╭─ Listed entries
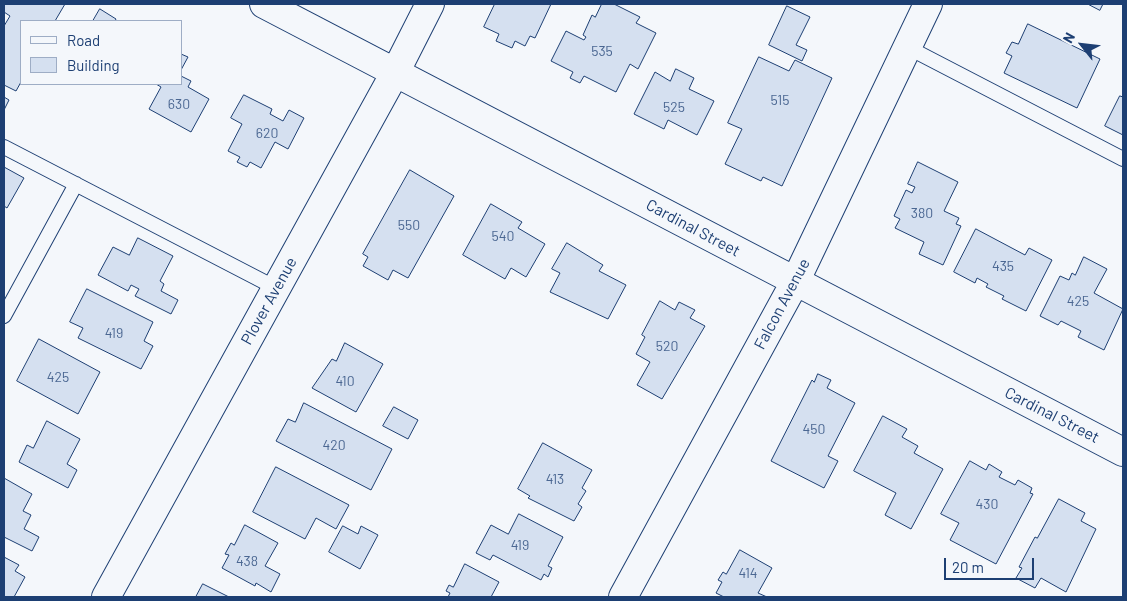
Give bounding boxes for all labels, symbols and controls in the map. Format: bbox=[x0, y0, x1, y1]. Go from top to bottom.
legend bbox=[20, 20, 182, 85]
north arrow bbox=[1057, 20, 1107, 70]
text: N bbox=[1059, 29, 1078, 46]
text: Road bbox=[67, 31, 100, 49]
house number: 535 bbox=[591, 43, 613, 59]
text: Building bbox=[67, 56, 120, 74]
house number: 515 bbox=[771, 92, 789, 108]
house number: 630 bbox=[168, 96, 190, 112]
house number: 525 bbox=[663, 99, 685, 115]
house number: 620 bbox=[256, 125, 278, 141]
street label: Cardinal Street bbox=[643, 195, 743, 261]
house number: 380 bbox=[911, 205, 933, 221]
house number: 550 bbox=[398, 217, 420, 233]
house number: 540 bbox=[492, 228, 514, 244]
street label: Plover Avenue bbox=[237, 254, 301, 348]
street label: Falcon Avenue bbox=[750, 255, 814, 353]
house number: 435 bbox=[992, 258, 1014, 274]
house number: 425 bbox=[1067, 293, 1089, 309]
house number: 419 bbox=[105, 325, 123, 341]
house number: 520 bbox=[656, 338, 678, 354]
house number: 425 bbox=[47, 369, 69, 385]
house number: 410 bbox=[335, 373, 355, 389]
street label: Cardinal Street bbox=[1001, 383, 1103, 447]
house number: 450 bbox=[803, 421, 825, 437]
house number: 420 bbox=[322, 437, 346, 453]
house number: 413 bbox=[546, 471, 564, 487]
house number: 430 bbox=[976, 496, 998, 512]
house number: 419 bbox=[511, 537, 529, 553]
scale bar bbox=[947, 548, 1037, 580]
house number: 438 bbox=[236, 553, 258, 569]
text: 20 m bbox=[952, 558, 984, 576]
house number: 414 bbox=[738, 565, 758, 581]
╰─
╭─ Listed entries
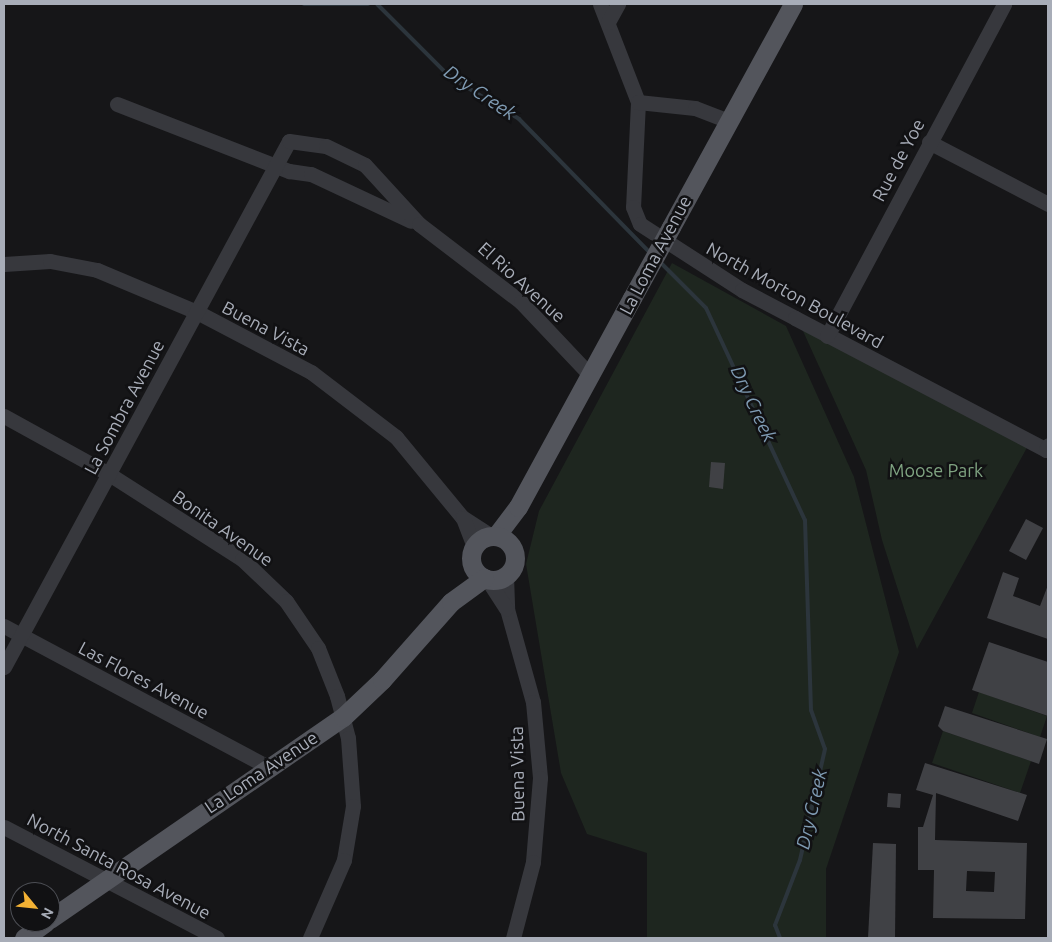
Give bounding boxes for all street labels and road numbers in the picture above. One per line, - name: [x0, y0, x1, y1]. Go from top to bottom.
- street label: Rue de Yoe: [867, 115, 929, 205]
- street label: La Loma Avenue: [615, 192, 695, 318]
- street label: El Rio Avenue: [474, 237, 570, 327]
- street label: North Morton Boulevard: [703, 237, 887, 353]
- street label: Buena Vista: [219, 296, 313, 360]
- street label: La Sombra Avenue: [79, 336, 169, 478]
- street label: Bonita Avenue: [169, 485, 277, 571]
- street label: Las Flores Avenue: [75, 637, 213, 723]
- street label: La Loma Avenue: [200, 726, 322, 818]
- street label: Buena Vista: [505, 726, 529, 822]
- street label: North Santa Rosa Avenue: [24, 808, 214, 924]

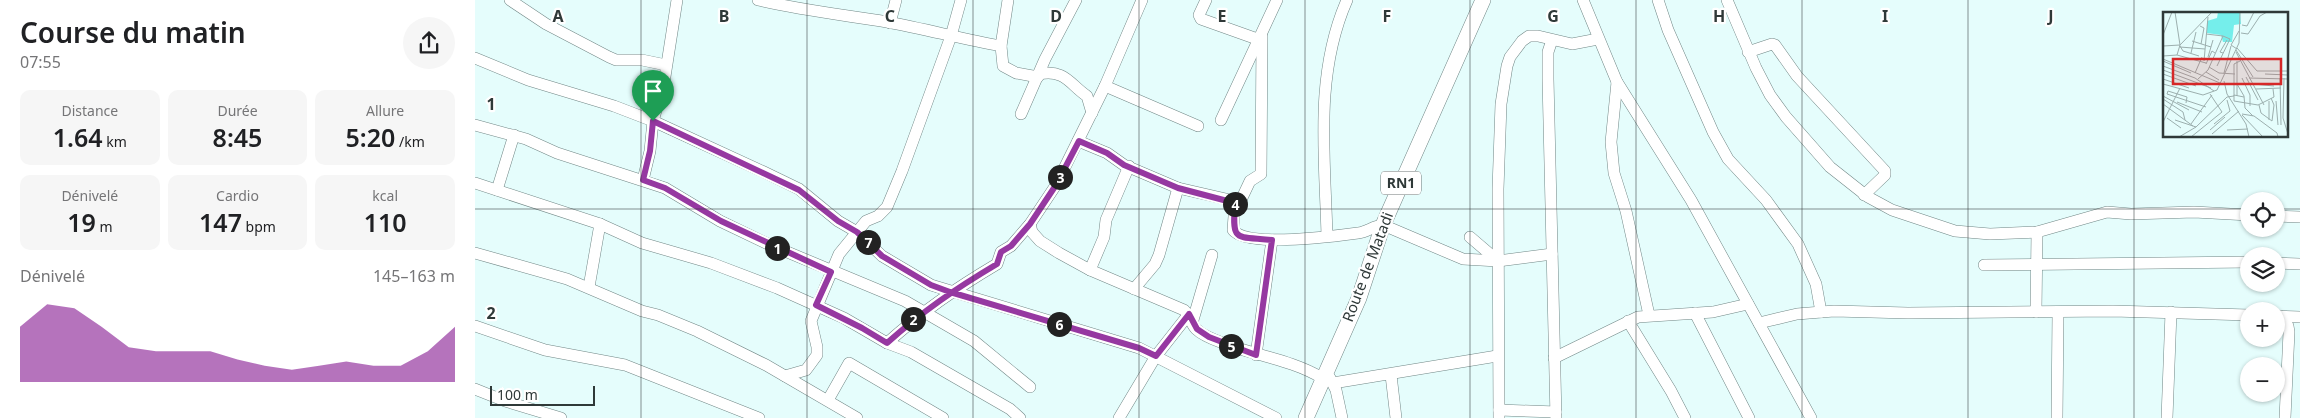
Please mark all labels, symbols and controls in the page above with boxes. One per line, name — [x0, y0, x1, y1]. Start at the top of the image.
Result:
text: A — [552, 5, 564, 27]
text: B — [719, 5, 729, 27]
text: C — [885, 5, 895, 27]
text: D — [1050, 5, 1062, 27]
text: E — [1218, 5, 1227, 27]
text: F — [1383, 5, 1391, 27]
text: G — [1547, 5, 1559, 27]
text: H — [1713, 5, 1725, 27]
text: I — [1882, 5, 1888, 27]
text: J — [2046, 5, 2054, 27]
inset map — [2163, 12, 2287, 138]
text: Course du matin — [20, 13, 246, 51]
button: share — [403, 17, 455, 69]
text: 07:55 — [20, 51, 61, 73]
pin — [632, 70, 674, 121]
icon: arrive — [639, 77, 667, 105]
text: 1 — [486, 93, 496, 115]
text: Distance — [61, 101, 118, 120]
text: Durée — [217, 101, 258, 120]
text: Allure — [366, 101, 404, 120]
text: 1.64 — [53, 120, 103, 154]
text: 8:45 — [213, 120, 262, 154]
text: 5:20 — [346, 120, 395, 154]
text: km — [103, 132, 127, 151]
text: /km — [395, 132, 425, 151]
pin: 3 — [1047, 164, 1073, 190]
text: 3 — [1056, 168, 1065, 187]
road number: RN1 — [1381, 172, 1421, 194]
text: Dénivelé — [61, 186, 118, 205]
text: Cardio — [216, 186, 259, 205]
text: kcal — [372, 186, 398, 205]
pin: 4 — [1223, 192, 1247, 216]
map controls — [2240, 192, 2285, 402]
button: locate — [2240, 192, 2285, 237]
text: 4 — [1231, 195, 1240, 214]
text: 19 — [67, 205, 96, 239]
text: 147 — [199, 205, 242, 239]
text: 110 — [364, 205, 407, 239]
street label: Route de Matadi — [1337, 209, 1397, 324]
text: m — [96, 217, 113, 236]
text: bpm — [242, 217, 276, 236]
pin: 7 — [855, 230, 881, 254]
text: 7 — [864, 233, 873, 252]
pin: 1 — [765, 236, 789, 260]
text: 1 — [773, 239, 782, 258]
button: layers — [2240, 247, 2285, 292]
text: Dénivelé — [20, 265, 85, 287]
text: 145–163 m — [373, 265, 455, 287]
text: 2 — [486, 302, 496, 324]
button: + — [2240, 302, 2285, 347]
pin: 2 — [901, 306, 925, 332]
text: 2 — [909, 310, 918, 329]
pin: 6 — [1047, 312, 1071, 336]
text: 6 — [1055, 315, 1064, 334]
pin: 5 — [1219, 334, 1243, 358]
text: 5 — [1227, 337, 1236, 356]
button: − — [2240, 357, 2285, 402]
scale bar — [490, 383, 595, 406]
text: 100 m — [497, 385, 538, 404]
╰─
╭─ Listed entries
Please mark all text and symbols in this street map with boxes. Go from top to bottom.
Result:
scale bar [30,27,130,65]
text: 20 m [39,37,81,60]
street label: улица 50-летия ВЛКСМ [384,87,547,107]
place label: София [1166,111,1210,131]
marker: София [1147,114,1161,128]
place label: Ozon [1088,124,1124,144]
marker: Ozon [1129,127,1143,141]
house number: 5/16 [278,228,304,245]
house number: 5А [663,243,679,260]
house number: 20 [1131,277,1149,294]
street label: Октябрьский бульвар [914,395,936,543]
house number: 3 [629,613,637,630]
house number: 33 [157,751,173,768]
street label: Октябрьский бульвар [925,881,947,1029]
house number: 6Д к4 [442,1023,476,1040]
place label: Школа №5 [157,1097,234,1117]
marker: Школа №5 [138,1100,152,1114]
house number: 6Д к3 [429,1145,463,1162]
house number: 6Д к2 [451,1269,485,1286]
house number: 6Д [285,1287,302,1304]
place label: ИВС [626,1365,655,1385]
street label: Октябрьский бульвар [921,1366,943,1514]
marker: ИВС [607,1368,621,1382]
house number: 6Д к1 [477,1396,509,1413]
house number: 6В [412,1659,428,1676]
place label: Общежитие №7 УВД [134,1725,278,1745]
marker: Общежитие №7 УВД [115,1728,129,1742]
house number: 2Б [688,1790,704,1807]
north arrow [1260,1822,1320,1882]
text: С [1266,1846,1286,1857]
╰─
_Exercise_. If a line of the data holds the string "symbols", list it.

_Output below_.
Give bounding boxes for all labels, symbols and controls in the map. Format: bbox=[x0, y0, x1, y1]. Go from top to bottom.
Please mark all labels, symbols and controls in the page above with boxes. One per line, name — [x0, y0, x1, y1]. Start at the top of the image.
Please mark all text and symbols in this street map with boxes. Go from top to bottom.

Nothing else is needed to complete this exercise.